(Required action) Go over the lines below, and when one contains the word "none", copy it.

(Stored data entries)
++++
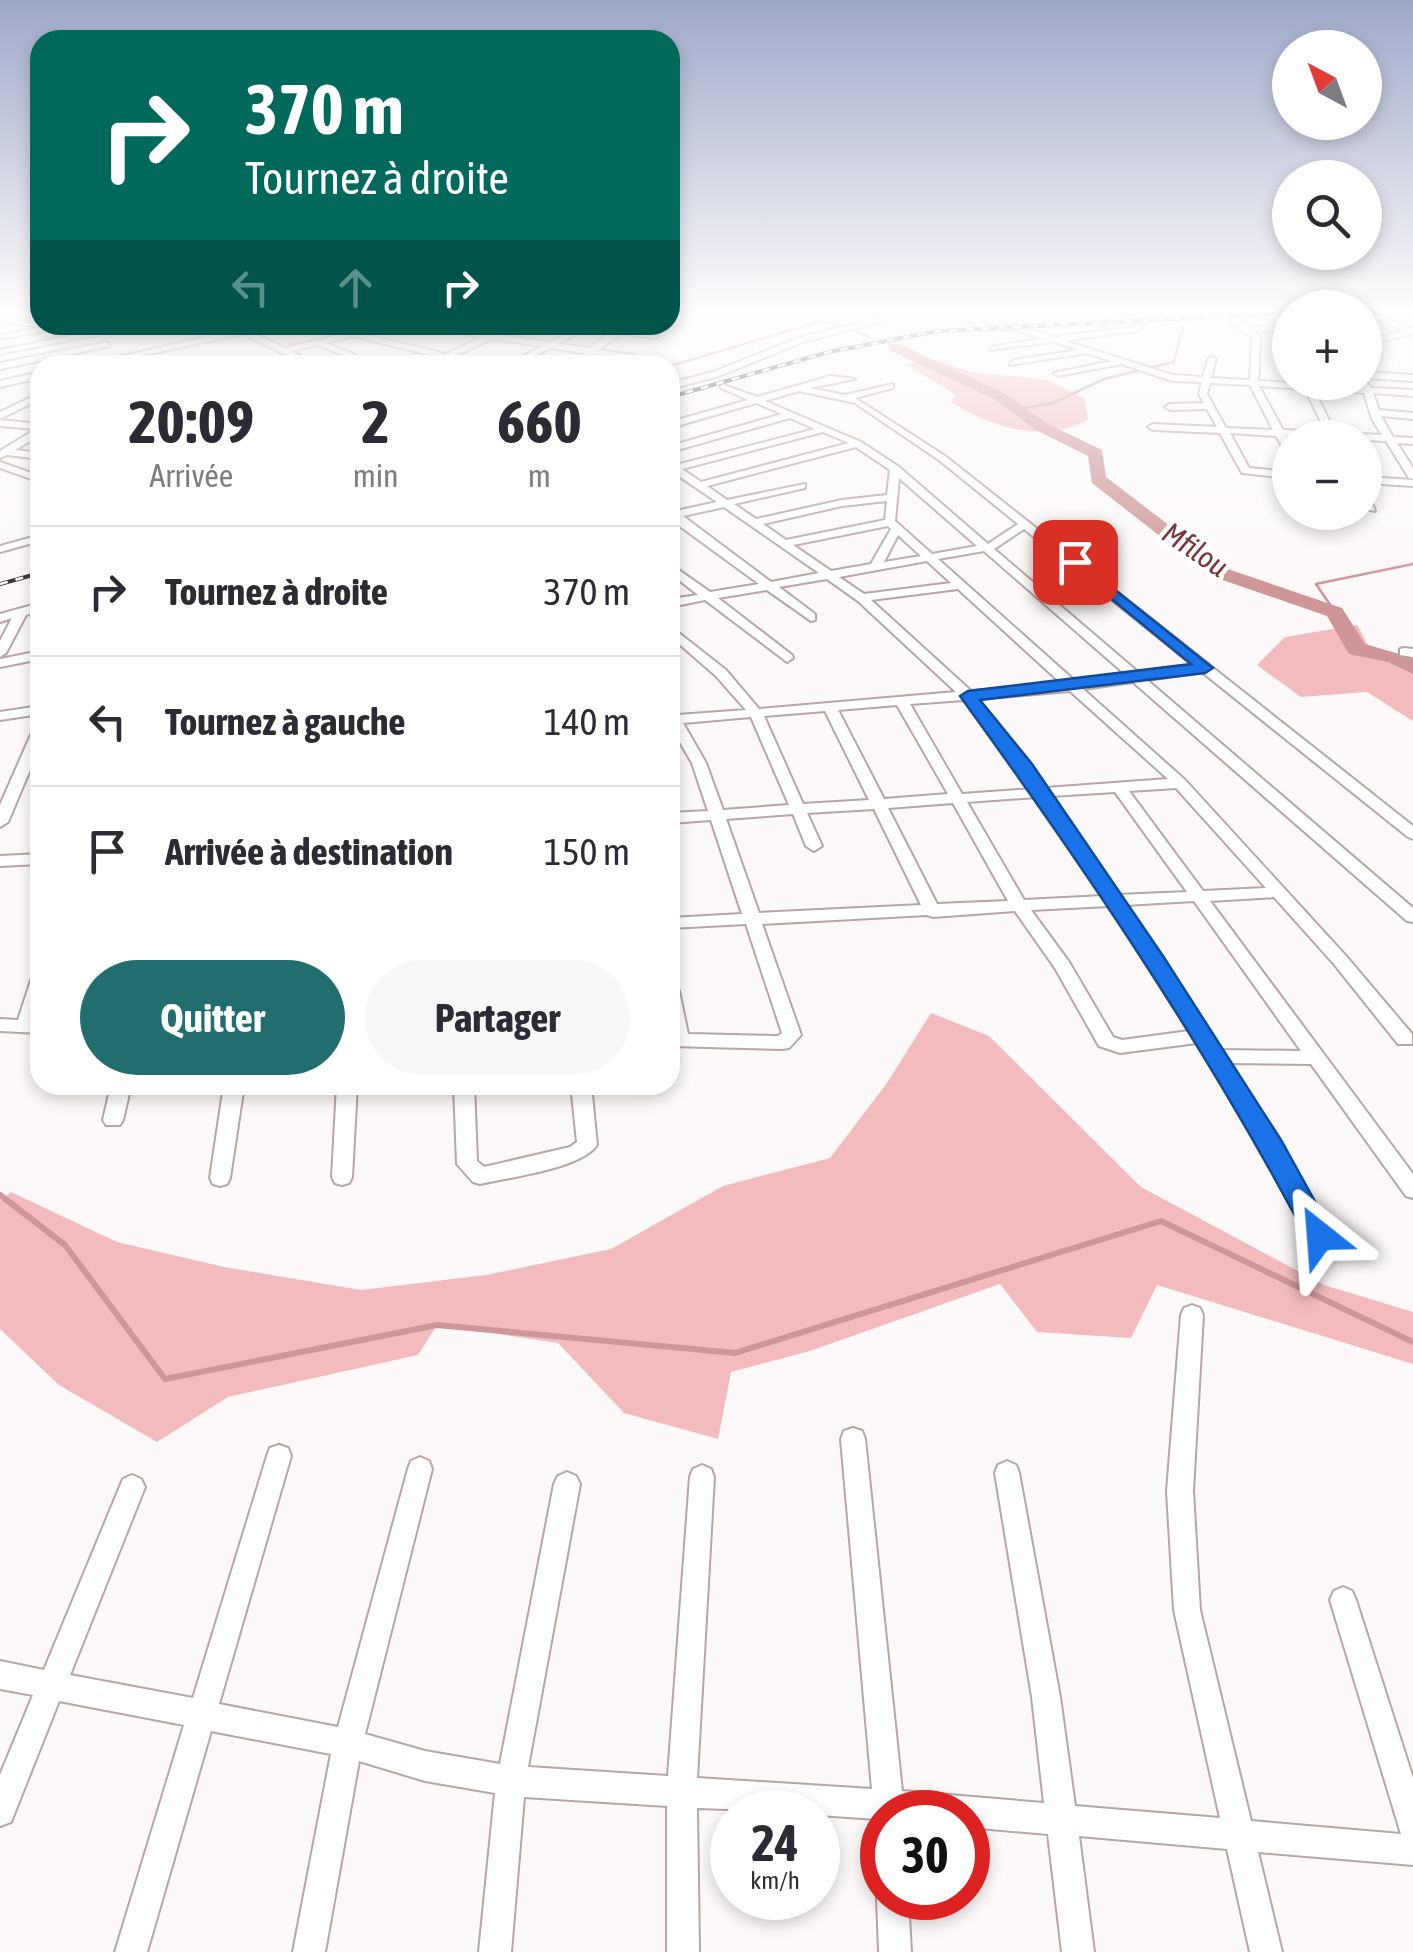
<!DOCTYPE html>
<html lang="fr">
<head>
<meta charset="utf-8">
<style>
  body { margin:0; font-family:"Asap Condensed",sans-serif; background:#f7f7f7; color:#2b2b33; height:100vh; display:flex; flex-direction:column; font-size:38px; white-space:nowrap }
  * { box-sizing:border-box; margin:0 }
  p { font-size:32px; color:#7c7c81 }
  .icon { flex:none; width:55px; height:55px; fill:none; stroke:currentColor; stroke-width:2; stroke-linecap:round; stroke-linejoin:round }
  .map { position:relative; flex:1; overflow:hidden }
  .panel { position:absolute; left:30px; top:355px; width:650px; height:740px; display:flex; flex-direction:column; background:#fff; border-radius:30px; box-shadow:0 5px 15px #0003 }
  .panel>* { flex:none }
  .top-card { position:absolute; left:30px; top:30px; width:650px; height:305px; border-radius:30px; box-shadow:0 5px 15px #0003; background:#00695c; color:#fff; overflow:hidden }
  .needle { width:65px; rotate:319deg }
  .buttons { position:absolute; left:1272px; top:30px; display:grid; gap:20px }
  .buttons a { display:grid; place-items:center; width:110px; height:110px; border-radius:50%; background:#fff; box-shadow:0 5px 15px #0003; font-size:50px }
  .speed { position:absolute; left:710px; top:1790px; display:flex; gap:20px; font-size:50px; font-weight:700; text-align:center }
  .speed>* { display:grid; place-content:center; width:130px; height:130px; border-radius:50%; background:#fff; box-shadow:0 5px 15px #0003; line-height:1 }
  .speed small { font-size:25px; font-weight:400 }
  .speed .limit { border:15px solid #d22; background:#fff; color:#111 }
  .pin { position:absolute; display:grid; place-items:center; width:85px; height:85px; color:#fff; margin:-42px; border-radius:20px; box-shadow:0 5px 15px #0006 }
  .me { position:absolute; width:110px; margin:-55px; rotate:332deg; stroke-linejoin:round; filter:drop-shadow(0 0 8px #0008) }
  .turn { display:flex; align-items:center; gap:35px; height:210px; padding:0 50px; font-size:45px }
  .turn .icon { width:130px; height:130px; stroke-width:2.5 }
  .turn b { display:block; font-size:70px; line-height:85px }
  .lanes { display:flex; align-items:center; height:95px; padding:0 50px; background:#0003; justify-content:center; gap:50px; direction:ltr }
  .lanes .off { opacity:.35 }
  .eta { display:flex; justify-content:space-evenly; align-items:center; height:170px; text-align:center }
  .eta b { font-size:60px; font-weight:700; line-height:70px }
  .primary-button { display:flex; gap:20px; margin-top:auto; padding:20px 50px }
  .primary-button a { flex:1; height:115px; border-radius:60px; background:#226e6f; color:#fff; font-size:40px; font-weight:700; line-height:115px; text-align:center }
  .primary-button a+a { background:#f7f7f7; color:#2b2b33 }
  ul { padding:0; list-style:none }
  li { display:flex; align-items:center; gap:30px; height:130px; padding:0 50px; border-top:2px solid #e1e1e2 }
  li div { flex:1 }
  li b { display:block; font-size:38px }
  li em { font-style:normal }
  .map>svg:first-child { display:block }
  .green { fill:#f3bbbd }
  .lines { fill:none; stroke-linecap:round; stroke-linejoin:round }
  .stream-far1 { stroke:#ce9698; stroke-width:2.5 }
  .stream { stroke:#ce9698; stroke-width:6 }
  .river { fill:#ce9698; fill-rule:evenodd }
  .minor-casing { stroke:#b8a5a5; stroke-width:4 }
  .minor { fill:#fff; fill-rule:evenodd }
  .rail-casing { stroke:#3c3535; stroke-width:4 }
  .rail { stroke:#fff; stroke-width:2.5; stroke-dasharray:8; stroke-linecap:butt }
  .route { fill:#1a73e8; stroke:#114b97; stroke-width:2.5 }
  .labels { text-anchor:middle; stroke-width:9; stroke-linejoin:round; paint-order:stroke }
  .far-water-label { font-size:30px; font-style:italic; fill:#7c353c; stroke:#fff }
</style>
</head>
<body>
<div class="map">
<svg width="1413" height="1952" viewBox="0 0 1413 1952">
  <rect width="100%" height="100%" fill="#fdf9f9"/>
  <path class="green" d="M936,360L972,372L1048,380L1084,398L1088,420C1046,444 989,427 951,402L956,395L905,364Z
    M1357,625L1370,649L1413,659V721L1367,692L1301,697L1257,665L1285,637Z
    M931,1013L989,1036L1141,1187L1324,1285L1413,1312V1364L1157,1285L1131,1338L1037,1332L1000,1284L810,1351L731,1372L718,1439L624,1413L558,1343L437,1325L418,1355L228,1397L157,1442L59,1385L0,1329V1201L11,1192L117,1242L224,1267L361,1290L486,1275L611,1249L723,1186L830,1158L887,1083Z"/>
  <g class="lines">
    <path class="stream-far1" d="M809,310L821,321L840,325
      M857,332L868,336
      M337,339L361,337
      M289,344L316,341
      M391,345L473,365
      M670,366L821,321
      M1020,409L1053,403L1104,379L1174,362L1183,326
      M1335,612L1316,584L1413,564"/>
    <path class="stream" d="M0,1195L65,1245L165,1379L437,1325L735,1353L1161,1221L1413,1342"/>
    <path class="river" d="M889,344H899L1004,393L1048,424L1102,450L1106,477L1225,568L1342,608L1365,644L1413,658V674L1388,662L1349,654L1327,616L1211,576L1092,483L1088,456L1036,430L994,399L889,350Z"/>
    <g class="minor-casing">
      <path id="minor" d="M914,310H929L806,341L719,376L670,389V383L713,372L800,337Z
        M954,310H964L986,325L1018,326L1055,337L1134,327L1144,320L1148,322L1136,331L1065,341L1173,375L1203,377L1208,359L1212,357L1216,359L1211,378L1250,380L1252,337L1231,323V319H1237L1248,327L1290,326V330L1254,331L1260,336L1258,381L1362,387L1361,383L1365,380L1371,388L1413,390V396L1373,393L1379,410L1413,413V419L1381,416L1393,437L1413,438V444L1397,443L1413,468V479L1409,478L1386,441L1365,440V438L1286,436L1290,443V455L1287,454L1276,436L1230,433L1249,468L1290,472V478L1242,473L1220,433L1153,430L1148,427L1153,424L1217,427L1207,409L1170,410L1165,407L1170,404L1204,403L1199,394L1202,382L1172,381L1122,364L1058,376L1054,373L1112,361L1087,353L1010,365L1013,360L1079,350L1054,342L990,350L993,346L1043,339L1017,330L981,329ZM1210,383L1250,385L1273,430L1226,428L1207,394ZM1259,386L1305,389L1326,432L1283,430ZM1314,389L1364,393L1372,419L1382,435L1335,433Z
        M1145,310H1154L1159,316L1109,322L1105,320L1149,314Z
        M1222,310H1230L1231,311L1227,313Z
        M1365,310L1413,329V334L1365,345V341L1404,331L1365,314Z
        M0,317L39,323L43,325L39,327L0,321Z
        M176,325C203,325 205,337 236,331L239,327L285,348L344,334L314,325L353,331L393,325L363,334L446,354L482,337L413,325L489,333L507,325H517L499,335L549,342L583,325H593L558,344L590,348L614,329L632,325L626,330L659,336L655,338L621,334L599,350L633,355V359L593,354L577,365H568L584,353L551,348L517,365H507L542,346L491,339L455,356L483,365H469L353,336L326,343L380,365H368L318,345L292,351L318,365H307L243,334L98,365H82L206,337Z
        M52,326L80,330L76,332L52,330L0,339V335Z
        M94,331L97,335L0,354V350Z
        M107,342L110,346L0,369V363Z
        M40,372V378L0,387V381Z
        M1365,372L1413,375V381L1365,378Z
        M831,376L855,379L809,388L845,395L893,384V388L855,398L945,456L1413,826V839L1408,837L1202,672L1147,680L1413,908V922L1407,921L1133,682L1083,689L1185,780L1346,956L1412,1034V1044H1398L1334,964L1274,897L1210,901L1413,1174V1198L1406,1196L1311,1064L1228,1063L1279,1142L1331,1236L1328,1242L1320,1245L1312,1242L1264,1151L1197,1043L1120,1053L1099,1046L1055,968L1015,911L933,917L927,915L762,924L801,1035L789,1048L782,1049L670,1046V985L679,991L688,1034L778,1036L782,1033L746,924L670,928V918L742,914L711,820L670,823V813L708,811L692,763L670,725V709L678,715L746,710L716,676L670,636V626L726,670L759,709L956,692L858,601L827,579L779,587L815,614V620L811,621L767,590L718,598L792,655L793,658L787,662L705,600L670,607V599L698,595L670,573V564L710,592L759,584L670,519V509L676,511L717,502L670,470V462L676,465L815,429L790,418L670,452V446L782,414L756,403L670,428V422L748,400L721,388V384L757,397ZM799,391L855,403L939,460L1018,524L988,544L899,467L861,442L765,401ZM823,432L849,443L701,482L682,469ZM856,447L890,470L887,495L842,500L756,519L734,504L805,488V484L727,500L707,486ZM899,478L977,546L932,554L895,521ZM887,501L885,520L786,540L763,524L842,506ZM724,507L819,573L771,582L683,516ZM888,526L891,529L871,564L831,571L793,545ZM1024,529L1194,666L1139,673L994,549ZM898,535L921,556L884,562ZM984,551L1126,675L1076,682L938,559ZM927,561L951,583L864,594L839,577ZM958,589L1062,684L971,691L871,600ZM1070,691L1168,779L1046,788L977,699ZM964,700L1032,789L962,794L910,704ZM897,705L948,794L884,799L838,710ZM825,711L869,800L803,804L764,716ZM751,717L789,805L723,810L706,763L683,723ZM1176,788L1266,888L1203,891L1129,791ZM1115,792L1187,892L1118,895L1051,796ZM1037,797L1103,896L1024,900L967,802ZM953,803L1008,901L937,904L888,808ZM874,809L921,905L759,913L726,819L793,814L806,846L814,851L822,846L807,813ZM1194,901L1301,1051L1220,1050L1125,905ZM1109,906L1189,1031L1122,1040L1113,1037L1069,962L1031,910Z
        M40,393V399L0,419V412Z
        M0,420L40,424V435L15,450L40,453V459L7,455L0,458V451L36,429L0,426Z
        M0,462L40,476V482L0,468Z
        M1365,477L1413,480V486L1365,483Z
        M1365,494L1370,497L1375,511L1366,509Z
        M40,535V541L0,552V546Z
        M40,603V611L26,615L6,653L0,657V641L12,618L0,622V614Z
        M1404,648L1413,649V657L1400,655V649Z
        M40,651V659L0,667V659Z
        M40,706V714L0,720V712Z
        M40,726V746L8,822L0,827V805L33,730Z
        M40,854V864L0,866V856Z
        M40,974V1008L36,1021H40V1033L0,1031V1019L18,1020L31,980Z
        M111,1085H131L123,1120L120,1125H106L103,1120Z
        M224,1085H244L230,1178L227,1184L220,1186L213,1184L210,1178Z
        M337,1085H357L352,1177L349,1183L342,1185L335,1183L332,1177Z
        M454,1085H474L477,1161L484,1167L570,1147L577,1142L571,1085H591L597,1145C580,1169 510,1177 480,1184L473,1182L457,1164Z
        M1192,1305L1200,1308L1203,1315L1193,1491L1200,1610L1251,1821L1401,1834L1330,1600L1334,1591L1343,1587L1352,1591L1356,1600L1413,1778V1865L1258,1852L1282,1952H1250L1227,1849L1079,1836L1094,1952H1062L1048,1834L968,1827V1812H882V1824L877,1819L818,1815V1812L697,1808L699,1952H667V1806L524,1797L511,1952H479L495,1793L425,1781L359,1761L325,1952H293L331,1754L211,1731L147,1952H115L184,1725L59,1701L11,1822L0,1826V1775L33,1695L0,1689V1661L44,1670L123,1479L132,1475L141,1479L145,1487L70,1675L193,1698L267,1456L270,1448L279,1445L288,1448L291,1456L219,1704L338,1727L408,1469L411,1461L420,1457L429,1461L432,1469L365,1734L425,1751L500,1764L554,1484L558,1476L567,1472L576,1476L580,1484L528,1767L668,1776L690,1477L693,1469L702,1465L711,1469L714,1477L697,1778L872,1789L841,1439L844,1431L853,1428L862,1431L865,1439L902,1791L1044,1803L1032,1697L995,1473L998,1465L1007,1461L1016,1465L1019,1473L1060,1697L1075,1806L1220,1818L1174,1610L1167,1491L1181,1315L1184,1308Z
        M882,1887V1898H908L911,1952H879L877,1898Z"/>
    </g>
    <use href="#minor" class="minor"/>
    <g class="rail-casing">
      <path id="rail" d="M670,397L829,352L938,331L1290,313
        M0,584L40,573"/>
    </g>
    <use href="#rail" class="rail"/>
  </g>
  <linearGradient id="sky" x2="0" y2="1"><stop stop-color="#9da8c8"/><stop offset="0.53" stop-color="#fefcfc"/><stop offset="1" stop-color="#fefcfc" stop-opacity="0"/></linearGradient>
  <rect width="1413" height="584" fill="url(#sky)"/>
  <path class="route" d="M1075,558L1213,668L1205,673L980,700L1032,764L1163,956L1281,1140L1334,1236L1330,1244H1310C1209,1051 1087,871 960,696L968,691L1191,664L1070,565L1067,562Z"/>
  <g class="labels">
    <g class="far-water-label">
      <text transform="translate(1195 550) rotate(34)" y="10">Mfilou</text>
    </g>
  </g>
</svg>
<div class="buttons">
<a><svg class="needle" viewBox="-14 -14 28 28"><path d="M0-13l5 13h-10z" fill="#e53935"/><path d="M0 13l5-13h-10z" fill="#7c7c81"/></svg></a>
<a><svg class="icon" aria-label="search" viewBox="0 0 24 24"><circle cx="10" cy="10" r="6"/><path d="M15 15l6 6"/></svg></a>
<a>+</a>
<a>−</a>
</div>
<div class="speed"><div>24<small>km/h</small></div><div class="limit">30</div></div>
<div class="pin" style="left:1075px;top:562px;background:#d93025"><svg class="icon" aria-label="arrive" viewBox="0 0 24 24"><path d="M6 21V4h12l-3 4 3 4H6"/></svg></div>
<svg class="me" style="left:1320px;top:1236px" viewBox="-20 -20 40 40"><path d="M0-17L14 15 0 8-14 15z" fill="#1a73e8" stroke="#fff" stroke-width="4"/></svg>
<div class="top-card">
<div class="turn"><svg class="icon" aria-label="right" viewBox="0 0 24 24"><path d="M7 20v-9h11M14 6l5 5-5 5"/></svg><div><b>370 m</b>Tournez à droite</div></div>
<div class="lanes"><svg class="icon off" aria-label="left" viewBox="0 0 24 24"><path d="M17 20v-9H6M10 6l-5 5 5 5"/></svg><svg class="icon off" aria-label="ahead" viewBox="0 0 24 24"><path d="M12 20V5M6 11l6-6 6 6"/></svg><svg class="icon" aria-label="right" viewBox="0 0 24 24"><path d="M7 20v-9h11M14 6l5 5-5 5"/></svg></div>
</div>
<section class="panel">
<div class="eta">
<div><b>20:09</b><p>Arrivée</p></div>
<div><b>2</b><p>min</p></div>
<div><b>660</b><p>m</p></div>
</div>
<ul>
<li><svg class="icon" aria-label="right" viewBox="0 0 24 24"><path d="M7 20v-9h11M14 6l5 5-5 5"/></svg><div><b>Tournez à droite</b></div><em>370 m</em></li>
<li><svg class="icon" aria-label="left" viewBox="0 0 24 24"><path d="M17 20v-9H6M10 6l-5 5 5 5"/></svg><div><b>Tournez à gauche</b></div><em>140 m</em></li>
<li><svg class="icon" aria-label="arrive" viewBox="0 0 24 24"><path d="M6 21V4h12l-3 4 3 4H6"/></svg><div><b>Arrivée à destination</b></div><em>150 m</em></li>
</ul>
<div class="primary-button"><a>Quitter</a><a>Partager</a></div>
</section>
</div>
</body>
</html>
++++
(Your response)
  .icon { flex:none; width:55px; height:55px; fill:none; stroke:currentColor; stroke-width:2; stroke-linecap:round; stroke-linejoin:round }
  .panel>* { flex:none }
  ul { padding:0; list-style:none }
  .lines { fill:none; stroke-linecap:round; stroke-linejoin:round }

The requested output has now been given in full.